Restructuring with 2 series LLCs or what? Need help.

Robert Haney
  • Investor
  • Sugar Land, TX
Posted

I'm in Houston TX area.  I have 3 real estate businesses I started 3 years ago. 

1)  Sole proprietor Fix and flip business: doing 15+ properties per year all cash with 6 to 9 properties in inventory.  

2) Sole proprietor Rental business: 6 rentals properties with 3 mortgages and 3 free and clear.  

3) Roth IRA LLC to Buy, Fix, Rent, sell after 1 year and repeat: 4 free & clear rental properties.

The businesses grew faster than I expected due to involving a family member to help. So my Sole proprietor start is about to turn into LLCs for asset protection. I also intend to convert my Roth IRA LLC into a series LLC to separate each rental and the cash and the next purchases.

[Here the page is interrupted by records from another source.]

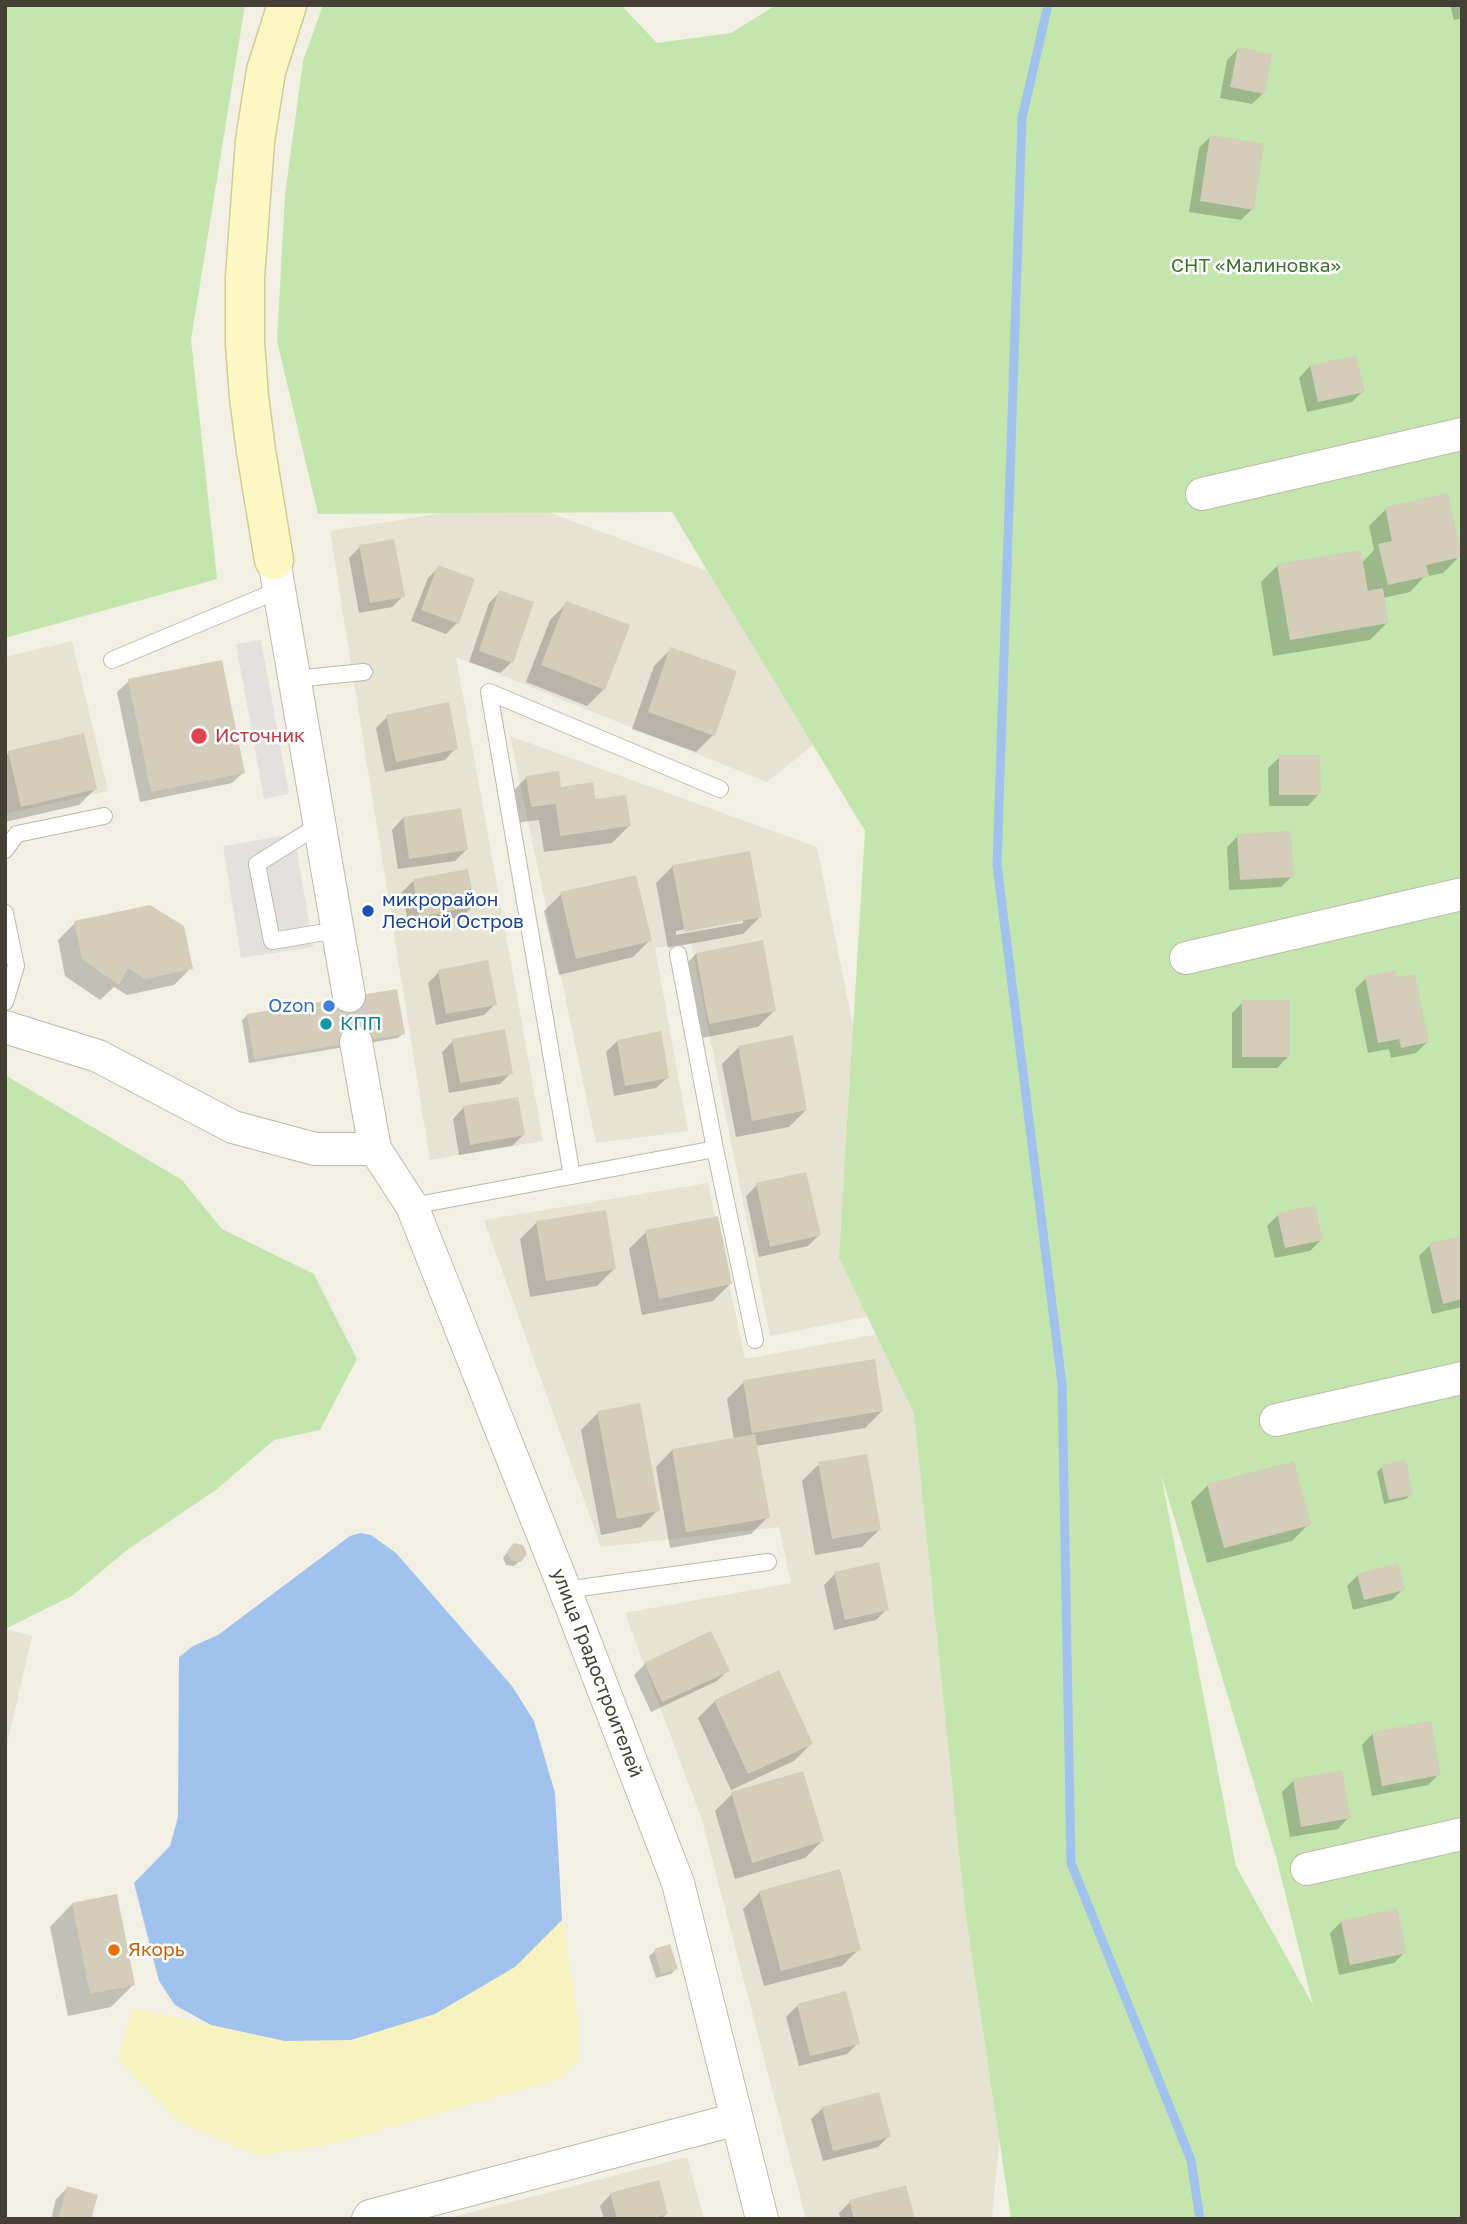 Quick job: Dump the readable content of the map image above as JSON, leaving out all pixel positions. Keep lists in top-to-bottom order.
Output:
{
  "streets": {
    "street": ["улица Градостроителей"]
  },
  "parks": ["СНТ «Малиновка»"],
  "places": [
    "Источник",
    "микрорайон Лесной Остров",
    "Ozon",
    "КПП",
    "Якорь"
  ]
}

That leaves decisions to be made as to the exact structure of the businesses:  

The Fix and Flip business which is an "operations" company using contractors to rehab houses and then buyers to purchase the houses (i.e. plenty of potential liability)

The rental business which owns houses in my personal name and rents them in my dba. (also potential liability from tenants & their guests)

That's the brief background.  Here are my questions:

1. I'm considering a single member series LLC taxed as an S-corp for the Fix & Flip business. While I'm concerned about having 10 or 20 bank accounts (one for Parent LLC and one for each series), what is a good practical operating and asset protection way to set up this series LLC? (I know there are many possibilities) Would a "management" series be one of the series that managed rental properties in a separate Rental LLC?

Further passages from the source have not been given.